After his wife’s death, Dermot Lynch leaves his home in England to visit his estranged son, Eamonn, who’s made a new life for himself in Spain. When Dermot arrives unannounced, what he finds is that Lomaverde is not the ideal neighborhood that Eamonn had described. Its dilapidated appearance, its empty pools and the feral cats are just a few of the tip-offs that things are not going well for Eamonn.

Also hard to ignore, is the fact that Eamonn’s wife Laura,  is nowhere to be found. Shortly before Dermot’s arrival, Laura left him and returned to England. This is not something he wants to discuss with his father, or anyone really, so he tells Dermot that she’s taken a trip. With his father standing before him, Eamonn is forced to play host, when all he wants to do is crawl into bed and sleep the day away.

This is one of those great, sleeper reads that you come across every now and then. The book came and went without any fanfare and that’s a shame, because it’s really very good. There is a closeness between Eamonn and his father, but it’s not one that is easily seen on the surface. Dermot, is basically a happy guy. He’s at peace with who he is and what he’s done whereas Eamonn is not satisfied with life. His decision to leave a good life, for a better life, blew up in his face and he’s not able to admit it. With the economy the way it is, he can’t sell, so he’s reminded daily of what a failure he is.

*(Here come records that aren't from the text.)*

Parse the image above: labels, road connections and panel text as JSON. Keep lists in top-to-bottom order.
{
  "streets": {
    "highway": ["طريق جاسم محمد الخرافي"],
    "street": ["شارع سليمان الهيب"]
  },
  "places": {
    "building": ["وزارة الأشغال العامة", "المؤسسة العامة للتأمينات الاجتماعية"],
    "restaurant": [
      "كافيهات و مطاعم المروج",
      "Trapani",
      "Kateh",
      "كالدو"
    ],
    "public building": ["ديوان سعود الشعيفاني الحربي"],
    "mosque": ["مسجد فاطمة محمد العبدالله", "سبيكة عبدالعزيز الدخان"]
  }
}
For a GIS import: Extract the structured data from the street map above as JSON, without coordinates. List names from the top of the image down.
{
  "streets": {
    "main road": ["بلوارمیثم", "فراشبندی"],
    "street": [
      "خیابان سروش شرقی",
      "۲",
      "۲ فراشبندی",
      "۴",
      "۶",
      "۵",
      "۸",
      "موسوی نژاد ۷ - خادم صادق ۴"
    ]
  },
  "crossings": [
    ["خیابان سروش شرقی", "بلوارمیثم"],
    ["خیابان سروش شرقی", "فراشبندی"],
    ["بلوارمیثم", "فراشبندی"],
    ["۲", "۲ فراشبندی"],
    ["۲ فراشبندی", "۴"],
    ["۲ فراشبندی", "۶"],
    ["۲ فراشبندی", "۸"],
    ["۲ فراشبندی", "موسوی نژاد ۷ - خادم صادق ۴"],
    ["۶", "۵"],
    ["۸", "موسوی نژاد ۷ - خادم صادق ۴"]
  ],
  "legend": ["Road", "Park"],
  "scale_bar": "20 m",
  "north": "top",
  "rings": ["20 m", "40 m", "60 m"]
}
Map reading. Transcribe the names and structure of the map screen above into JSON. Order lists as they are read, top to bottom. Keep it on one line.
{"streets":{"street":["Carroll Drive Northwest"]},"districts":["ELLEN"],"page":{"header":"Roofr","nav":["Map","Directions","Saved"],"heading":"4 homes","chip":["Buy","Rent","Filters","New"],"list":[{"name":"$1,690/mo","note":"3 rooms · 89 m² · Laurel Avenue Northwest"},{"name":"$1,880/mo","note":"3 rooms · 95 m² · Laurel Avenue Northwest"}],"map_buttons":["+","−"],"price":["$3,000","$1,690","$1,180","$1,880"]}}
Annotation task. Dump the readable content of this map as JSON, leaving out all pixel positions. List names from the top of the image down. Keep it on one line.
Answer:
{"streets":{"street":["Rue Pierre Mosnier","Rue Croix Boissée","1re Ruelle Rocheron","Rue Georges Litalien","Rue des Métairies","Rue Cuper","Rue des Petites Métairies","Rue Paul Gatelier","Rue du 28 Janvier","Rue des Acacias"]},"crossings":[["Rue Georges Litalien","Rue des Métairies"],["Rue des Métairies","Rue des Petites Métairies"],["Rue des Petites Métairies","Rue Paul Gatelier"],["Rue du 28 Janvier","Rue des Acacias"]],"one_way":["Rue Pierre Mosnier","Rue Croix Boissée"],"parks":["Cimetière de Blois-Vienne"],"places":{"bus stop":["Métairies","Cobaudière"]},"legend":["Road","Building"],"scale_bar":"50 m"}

What Dermot does, is what any caring father would do. He picks Eamonn up, brushes him off and gets him on his feet, even if that means going to the crazy neighbor’s house for dinner or walking around the compound that has become his prison. It’s all too exhausting for Eamonn but at the same time, he seems to realize that something has to give and that he can’t go on living this way forever. Through these daily interactions, Eamonn begins to realize that perhaps, all is not lost.

Mr. Lynch’s Holiday is a quiet, feel-good book. It’s about appreciating what you have, when you have it and finding happiness in the simple things. It’s a lovely story that is both well-written and entertaining. I really enjoyed it and can’t wait to read her other books.

Source: Sent to me by the publisher via Library Thing.
Disclosure: This post contains Indiebound affiliate links.